Top of Source data
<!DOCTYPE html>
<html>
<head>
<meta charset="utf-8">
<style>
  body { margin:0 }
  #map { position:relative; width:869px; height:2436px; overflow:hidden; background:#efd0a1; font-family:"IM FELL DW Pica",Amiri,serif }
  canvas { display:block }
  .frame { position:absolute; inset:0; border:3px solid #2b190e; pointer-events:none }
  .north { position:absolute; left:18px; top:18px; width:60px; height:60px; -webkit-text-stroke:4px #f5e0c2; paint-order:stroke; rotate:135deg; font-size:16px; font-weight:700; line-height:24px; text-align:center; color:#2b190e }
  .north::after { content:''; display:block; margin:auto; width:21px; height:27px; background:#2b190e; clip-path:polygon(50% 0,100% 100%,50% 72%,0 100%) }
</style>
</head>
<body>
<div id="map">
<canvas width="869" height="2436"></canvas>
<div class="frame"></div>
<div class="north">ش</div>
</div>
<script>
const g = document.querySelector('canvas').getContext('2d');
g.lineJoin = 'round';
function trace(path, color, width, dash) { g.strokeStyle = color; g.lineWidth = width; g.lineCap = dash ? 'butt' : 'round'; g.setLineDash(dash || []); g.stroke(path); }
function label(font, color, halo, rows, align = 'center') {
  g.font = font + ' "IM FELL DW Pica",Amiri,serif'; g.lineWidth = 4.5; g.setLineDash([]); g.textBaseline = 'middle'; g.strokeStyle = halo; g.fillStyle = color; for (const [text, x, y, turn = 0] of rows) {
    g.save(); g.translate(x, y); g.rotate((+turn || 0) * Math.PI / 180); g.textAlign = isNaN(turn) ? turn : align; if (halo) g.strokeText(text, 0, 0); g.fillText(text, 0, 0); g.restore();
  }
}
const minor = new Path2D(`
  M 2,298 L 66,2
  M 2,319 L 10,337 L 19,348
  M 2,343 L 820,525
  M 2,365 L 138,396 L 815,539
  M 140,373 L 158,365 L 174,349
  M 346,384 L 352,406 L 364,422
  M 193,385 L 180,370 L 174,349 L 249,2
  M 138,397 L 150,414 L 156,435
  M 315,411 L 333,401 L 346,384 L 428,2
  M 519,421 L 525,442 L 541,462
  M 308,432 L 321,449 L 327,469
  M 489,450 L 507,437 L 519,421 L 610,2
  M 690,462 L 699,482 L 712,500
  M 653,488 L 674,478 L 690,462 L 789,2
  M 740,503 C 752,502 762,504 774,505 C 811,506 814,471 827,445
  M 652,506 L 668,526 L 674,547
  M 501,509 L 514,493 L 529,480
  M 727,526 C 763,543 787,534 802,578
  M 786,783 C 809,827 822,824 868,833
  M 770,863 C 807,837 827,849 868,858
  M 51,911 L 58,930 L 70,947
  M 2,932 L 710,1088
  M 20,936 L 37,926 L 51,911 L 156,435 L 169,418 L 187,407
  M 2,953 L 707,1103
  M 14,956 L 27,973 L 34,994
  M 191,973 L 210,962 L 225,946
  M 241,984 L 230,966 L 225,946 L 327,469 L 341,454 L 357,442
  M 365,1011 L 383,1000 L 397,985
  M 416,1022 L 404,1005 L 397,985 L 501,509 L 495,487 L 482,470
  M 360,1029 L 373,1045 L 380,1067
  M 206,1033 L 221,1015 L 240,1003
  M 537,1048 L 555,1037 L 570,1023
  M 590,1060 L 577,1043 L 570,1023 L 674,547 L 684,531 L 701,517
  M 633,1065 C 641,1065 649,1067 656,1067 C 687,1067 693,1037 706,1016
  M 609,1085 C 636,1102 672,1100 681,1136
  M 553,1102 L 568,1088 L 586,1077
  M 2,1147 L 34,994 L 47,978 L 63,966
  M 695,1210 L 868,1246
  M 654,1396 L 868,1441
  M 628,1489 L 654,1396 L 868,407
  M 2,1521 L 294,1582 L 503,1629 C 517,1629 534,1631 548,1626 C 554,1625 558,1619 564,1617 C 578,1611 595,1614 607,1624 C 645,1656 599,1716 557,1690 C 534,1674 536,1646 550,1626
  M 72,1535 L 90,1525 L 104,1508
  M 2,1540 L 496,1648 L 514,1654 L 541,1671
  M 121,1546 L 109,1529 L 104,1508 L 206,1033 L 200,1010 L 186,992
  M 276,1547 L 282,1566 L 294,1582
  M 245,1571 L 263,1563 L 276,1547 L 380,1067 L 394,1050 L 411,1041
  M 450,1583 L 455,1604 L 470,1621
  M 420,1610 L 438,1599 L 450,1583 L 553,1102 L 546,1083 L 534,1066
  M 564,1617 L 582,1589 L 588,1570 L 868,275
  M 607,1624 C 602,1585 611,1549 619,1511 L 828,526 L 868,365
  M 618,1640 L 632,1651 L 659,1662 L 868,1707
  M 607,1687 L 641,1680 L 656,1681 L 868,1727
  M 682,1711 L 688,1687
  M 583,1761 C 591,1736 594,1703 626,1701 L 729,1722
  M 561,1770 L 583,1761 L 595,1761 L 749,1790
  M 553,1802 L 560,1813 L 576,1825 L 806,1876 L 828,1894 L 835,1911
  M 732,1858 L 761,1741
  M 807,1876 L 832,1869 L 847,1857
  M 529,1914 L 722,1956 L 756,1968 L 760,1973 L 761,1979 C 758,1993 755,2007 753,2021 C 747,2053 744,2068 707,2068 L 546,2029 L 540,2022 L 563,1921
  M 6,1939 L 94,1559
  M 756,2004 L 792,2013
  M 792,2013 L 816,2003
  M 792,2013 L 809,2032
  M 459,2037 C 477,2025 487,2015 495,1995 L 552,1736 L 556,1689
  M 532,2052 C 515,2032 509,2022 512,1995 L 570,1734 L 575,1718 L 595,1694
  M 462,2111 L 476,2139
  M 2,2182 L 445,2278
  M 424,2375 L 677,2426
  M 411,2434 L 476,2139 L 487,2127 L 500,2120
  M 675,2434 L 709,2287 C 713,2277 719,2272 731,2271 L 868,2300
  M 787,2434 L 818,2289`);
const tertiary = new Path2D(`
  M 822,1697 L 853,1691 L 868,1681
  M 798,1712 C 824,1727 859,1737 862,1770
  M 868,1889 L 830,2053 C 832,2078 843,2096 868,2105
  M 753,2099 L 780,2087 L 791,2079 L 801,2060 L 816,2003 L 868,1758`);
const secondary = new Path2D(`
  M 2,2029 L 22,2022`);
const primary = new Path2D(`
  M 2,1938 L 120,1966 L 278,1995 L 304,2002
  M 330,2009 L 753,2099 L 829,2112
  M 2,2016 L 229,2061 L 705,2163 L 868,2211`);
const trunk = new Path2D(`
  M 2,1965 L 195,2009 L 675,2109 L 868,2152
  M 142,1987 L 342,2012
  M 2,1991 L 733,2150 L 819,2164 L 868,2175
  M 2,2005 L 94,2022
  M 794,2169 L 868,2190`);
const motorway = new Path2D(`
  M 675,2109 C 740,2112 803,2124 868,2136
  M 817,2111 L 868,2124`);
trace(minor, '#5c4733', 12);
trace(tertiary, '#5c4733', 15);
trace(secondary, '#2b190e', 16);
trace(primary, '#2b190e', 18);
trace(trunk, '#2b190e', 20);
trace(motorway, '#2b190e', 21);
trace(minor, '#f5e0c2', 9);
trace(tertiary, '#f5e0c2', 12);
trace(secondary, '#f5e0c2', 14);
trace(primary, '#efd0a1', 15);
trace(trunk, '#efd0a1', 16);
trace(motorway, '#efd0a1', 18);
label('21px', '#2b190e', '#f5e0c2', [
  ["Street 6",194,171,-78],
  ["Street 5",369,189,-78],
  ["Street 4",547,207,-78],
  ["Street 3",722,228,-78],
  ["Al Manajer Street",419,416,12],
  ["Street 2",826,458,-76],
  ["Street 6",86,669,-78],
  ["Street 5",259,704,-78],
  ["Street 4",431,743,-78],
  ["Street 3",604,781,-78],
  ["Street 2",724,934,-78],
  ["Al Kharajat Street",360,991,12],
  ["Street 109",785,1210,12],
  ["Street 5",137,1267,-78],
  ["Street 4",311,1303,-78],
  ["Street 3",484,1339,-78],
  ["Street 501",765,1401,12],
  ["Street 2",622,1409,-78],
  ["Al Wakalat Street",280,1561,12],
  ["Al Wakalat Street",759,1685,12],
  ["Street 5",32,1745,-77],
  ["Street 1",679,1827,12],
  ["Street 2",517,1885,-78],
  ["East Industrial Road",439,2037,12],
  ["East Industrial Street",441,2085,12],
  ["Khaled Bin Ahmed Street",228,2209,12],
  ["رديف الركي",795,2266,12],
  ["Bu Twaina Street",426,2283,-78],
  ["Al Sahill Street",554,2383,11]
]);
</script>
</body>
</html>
Bottom of Source data
## Task item
The answer must be every line of the entries that includes the word "setLineDash".

## Task solution
function trace(path, color, width, dash) { g.strokeStyle = color; g.lineWidth = width; g.lineCap = dash ? 'butt' : 'round'; g.setLineDash(dash || []); g.stroke(path); }
  g.font = font + ' "IM FELL DW Pica",Amiri,serif'; g.lineWidth = 4.5; g.setLineDash([]); g.textBaseline = 'middle'; g.strokeStyle = halo; g.fillStyle = color; for (const [text, x, y, turn = 0] of rows) {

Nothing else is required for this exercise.